NM Abortion Hotline Stays Busy; Medical Residents Seek Training
Monday, July 31, 2023
New Mexico has developed a two-pronged approach to safeguard access to abortion: offering an information hotline and instruction to medical residents from other states.
The month-old hotline has been implemented following the 2022 U.S. Supreme Court ruling overturning legalized abortion nationwide. In contrast, New Mexico has one of the country's more liberal abortion access laws.
Dr. Amber Truehart, medical director of the Center for Reproductive Health at the University of New Mexico, said like hotlines in California or Illinois, callers can obtain information about access to clinics, transportation, insurance and other assistance.
"Ours in New Mexico is a little bit different than those other states because this one is staffed by nurses," Truehart explained. "It's a medical professional who's able to answer some more specific questions whereas some of the other hotlines are legal people on the hotline or general staff."
The New Mexico hotline number is 1-833-76-REPRO or 1-833-767-3776.
Because obstetrics and gynecology students studying in states where abortion is banned can no longer receive integrated abortion-care training, New Mexico also has begun an instruction program at the university.
A total of 21 states have now moved to ban or restrict abortion, while similar laws in other states are still tied up in the courts.
Truehart noted many callers are confused about what types of reproductive health are available state-by-state.
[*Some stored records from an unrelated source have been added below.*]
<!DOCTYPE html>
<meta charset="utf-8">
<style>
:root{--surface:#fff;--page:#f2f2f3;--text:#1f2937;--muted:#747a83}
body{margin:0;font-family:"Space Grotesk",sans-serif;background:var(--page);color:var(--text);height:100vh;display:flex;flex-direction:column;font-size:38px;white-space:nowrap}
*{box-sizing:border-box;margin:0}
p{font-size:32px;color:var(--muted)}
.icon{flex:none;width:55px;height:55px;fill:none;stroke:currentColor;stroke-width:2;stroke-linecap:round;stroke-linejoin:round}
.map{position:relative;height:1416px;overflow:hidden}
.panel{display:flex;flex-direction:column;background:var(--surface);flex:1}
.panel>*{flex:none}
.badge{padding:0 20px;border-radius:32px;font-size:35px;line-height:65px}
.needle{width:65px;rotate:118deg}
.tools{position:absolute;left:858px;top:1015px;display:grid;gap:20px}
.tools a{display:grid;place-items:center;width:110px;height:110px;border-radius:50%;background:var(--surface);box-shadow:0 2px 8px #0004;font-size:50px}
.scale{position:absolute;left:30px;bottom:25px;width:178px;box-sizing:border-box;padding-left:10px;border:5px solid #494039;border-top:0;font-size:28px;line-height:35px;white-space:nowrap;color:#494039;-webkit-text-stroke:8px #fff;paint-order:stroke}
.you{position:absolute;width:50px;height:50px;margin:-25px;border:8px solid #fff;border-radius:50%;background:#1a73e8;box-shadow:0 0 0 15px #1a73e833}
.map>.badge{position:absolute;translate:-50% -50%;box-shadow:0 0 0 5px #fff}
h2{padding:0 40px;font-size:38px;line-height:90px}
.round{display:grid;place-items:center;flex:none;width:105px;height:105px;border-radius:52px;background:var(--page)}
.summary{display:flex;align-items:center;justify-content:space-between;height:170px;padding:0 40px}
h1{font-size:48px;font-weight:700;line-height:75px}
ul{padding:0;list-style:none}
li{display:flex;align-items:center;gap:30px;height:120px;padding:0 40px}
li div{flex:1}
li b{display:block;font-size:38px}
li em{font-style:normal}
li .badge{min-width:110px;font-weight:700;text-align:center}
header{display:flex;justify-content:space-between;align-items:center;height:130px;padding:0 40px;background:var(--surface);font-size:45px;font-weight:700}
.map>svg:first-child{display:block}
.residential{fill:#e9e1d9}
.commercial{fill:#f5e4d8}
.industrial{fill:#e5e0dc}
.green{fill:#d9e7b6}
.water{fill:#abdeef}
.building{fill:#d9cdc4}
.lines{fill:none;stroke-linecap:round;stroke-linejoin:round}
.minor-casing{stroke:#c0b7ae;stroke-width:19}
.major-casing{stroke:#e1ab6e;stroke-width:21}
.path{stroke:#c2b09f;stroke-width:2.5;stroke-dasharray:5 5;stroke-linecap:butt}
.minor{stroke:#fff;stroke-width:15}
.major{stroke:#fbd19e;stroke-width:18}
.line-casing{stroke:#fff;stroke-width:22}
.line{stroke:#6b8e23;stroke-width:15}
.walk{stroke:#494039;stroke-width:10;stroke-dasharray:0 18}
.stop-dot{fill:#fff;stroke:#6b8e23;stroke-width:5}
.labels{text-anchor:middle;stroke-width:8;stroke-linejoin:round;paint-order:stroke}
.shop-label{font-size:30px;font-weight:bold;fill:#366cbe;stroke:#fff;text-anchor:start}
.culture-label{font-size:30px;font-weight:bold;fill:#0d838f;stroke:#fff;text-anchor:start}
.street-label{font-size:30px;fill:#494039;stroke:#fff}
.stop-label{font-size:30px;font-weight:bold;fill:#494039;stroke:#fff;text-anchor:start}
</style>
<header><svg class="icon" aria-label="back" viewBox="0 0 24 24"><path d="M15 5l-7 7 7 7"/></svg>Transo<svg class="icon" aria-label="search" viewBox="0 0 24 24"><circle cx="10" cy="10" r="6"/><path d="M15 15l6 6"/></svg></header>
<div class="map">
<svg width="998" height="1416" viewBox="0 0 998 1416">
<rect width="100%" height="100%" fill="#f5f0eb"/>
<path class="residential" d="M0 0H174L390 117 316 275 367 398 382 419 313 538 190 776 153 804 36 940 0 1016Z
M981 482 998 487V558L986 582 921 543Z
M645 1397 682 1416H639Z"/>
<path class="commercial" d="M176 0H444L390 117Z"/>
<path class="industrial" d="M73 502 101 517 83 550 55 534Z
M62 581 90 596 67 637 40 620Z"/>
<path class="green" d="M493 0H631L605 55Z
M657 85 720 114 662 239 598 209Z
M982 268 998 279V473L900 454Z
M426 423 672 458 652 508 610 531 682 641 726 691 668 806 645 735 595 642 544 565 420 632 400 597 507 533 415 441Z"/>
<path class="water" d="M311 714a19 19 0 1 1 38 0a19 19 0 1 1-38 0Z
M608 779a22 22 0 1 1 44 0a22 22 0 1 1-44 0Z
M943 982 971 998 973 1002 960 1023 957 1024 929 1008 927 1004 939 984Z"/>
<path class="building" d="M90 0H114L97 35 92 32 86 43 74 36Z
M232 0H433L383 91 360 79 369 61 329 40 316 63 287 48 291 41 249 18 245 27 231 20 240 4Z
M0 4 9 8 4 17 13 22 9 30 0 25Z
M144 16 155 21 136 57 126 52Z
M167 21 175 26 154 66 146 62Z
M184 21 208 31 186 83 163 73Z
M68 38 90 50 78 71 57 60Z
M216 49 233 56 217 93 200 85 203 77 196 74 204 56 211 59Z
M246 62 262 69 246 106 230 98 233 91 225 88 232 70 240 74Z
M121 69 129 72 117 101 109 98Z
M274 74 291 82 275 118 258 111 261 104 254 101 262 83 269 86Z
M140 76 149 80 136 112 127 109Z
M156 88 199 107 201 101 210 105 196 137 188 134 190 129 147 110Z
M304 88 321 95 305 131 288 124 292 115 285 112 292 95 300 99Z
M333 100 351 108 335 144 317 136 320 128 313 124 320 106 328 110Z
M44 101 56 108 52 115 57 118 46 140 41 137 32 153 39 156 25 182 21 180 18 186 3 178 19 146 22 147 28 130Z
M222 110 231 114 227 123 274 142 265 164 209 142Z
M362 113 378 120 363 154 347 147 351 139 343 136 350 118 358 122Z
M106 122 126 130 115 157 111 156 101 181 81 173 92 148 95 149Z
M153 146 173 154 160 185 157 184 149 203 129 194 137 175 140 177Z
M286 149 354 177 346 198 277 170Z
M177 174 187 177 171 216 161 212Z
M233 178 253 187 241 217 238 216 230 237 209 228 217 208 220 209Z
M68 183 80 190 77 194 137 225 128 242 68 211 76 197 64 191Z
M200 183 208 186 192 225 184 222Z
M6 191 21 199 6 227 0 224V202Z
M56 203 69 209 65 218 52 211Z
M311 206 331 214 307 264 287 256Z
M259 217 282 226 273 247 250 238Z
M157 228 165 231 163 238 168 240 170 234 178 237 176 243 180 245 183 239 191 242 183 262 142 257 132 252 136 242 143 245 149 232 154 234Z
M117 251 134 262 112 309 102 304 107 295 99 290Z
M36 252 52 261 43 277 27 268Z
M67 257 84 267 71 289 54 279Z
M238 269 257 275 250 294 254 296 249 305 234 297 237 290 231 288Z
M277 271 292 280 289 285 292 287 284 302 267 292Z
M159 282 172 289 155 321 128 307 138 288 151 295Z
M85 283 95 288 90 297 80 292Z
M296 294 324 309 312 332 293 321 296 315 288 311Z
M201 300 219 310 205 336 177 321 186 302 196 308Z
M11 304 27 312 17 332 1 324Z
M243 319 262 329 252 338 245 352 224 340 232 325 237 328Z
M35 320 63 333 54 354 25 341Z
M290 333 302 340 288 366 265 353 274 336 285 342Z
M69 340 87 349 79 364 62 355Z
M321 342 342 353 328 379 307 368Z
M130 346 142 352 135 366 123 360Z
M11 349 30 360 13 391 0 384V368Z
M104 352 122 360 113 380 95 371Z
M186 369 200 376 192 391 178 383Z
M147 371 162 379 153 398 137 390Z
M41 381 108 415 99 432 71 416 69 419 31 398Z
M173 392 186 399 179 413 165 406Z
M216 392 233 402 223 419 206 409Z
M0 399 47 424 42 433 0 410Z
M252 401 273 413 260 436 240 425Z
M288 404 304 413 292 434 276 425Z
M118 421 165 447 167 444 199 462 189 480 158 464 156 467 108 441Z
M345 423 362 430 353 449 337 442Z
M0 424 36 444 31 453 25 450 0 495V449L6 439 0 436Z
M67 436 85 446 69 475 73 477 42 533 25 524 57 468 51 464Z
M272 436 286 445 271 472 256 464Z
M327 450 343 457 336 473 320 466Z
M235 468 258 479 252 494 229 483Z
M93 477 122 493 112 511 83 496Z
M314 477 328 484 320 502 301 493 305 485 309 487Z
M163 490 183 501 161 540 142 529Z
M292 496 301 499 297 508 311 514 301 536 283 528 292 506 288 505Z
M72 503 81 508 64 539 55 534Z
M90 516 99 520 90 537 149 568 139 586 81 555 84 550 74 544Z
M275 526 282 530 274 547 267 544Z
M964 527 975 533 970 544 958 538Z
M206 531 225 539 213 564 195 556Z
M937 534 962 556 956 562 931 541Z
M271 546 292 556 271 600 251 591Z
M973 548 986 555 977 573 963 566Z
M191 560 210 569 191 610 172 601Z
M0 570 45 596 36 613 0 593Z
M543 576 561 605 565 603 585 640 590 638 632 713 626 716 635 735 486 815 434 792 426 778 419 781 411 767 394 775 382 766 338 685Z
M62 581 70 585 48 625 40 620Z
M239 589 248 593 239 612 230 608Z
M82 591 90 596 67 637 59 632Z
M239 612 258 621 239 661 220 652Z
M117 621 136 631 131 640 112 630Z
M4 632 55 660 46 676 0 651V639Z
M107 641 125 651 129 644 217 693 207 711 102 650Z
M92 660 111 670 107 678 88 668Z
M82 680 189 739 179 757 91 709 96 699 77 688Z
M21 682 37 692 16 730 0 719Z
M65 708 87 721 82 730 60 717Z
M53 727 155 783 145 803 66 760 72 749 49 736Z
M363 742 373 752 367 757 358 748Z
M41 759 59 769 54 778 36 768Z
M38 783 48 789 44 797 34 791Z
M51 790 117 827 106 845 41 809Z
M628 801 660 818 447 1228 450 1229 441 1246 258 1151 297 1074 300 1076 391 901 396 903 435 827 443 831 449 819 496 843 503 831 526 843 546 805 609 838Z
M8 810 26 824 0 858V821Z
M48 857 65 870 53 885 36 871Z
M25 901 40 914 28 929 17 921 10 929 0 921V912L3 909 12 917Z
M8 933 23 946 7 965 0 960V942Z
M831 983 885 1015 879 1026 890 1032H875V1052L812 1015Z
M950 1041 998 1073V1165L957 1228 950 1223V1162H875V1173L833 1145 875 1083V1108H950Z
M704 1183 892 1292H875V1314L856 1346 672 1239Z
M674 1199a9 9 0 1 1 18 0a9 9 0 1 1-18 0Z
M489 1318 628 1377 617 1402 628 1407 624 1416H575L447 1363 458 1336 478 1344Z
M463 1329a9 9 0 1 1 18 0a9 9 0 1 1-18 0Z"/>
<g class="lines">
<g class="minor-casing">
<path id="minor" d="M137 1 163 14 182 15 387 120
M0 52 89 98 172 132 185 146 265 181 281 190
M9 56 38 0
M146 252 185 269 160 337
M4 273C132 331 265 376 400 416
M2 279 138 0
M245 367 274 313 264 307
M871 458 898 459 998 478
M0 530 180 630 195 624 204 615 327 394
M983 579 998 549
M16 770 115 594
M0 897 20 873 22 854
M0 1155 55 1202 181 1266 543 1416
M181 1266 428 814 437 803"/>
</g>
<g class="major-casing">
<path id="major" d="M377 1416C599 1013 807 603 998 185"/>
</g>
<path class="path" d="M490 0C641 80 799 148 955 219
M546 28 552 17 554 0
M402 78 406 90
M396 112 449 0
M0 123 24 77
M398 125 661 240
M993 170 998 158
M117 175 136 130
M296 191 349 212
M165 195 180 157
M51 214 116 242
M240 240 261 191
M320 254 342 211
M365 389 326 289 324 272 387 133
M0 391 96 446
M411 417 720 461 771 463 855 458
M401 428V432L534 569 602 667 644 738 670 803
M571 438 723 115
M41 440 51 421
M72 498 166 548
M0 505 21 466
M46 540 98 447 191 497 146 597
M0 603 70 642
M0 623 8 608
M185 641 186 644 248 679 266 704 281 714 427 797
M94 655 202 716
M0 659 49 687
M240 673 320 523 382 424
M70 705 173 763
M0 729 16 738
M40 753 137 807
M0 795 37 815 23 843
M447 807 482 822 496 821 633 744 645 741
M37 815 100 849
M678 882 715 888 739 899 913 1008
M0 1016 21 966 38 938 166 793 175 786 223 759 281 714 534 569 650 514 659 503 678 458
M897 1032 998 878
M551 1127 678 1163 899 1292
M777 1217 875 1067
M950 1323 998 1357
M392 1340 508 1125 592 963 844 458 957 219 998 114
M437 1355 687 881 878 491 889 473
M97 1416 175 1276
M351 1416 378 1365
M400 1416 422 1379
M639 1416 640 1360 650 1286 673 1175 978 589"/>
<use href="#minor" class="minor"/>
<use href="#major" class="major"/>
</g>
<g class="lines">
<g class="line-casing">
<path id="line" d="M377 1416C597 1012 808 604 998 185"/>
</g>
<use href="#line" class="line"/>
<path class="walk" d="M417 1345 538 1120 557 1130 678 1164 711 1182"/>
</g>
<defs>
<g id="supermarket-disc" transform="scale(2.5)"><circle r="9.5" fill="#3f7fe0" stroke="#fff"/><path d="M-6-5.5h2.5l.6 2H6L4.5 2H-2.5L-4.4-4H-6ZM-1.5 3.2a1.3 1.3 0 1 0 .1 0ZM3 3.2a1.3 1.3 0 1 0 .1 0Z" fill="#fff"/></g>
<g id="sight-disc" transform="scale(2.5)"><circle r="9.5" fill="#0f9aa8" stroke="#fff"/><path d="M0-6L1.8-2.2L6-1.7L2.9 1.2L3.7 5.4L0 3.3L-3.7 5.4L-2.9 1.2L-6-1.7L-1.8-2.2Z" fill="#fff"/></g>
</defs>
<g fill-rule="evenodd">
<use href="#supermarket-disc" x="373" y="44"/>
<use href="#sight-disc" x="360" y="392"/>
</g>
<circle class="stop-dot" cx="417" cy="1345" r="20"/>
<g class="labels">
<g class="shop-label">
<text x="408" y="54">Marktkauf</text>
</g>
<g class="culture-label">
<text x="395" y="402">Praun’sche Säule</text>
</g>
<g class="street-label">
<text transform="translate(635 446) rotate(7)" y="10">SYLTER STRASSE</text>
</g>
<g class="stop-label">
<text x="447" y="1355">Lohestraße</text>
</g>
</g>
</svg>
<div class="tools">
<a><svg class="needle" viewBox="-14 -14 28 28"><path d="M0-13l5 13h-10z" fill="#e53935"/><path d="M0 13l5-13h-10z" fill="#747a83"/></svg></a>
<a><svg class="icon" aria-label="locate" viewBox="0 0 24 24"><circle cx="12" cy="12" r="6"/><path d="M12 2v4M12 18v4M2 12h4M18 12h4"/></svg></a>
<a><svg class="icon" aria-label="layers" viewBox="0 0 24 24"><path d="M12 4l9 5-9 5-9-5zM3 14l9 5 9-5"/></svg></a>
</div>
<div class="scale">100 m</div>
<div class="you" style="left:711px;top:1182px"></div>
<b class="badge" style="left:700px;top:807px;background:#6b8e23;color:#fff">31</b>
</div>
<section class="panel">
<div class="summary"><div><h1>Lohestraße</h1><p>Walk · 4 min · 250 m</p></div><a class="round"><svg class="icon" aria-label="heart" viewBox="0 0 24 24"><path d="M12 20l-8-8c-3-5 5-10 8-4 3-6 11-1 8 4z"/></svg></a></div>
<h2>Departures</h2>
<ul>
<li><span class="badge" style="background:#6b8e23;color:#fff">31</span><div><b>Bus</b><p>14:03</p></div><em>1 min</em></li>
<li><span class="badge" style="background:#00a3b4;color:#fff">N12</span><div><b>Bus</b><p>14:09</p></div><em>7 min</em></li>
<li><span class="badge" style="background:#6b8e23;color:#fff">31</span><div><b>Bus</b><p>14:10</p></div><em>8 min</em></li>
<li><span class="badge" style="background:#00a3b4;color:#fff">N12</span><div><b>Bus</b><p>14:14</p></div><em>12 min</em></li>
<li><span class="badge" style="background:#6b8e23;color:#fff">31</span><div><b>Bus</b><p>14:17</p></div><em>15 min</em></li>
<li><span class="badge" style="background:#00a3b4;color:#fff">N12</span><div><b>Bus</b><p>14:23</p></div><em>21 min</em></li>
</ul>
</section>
"The New Mexico hotline is also helping with them trying to find funds for transportation and lodging and these other logistical things that are super important when you're traveling to a state you've potentially never been to," Truehart pointed out.
Since the Supreme Court decision, New Mexico has seen a surge in abortions, driven largely by residents from Texas and other states enacting bans. Truehart added the state's integrated abortion care training is currently attracting medical residents from Arizona.
"I think we just took it as a calling that we were going to make sure we jumped through these extra hoops to be able to offer this training," Truehart stressed. "Because it's so important that all OB/GYN's have this basic training."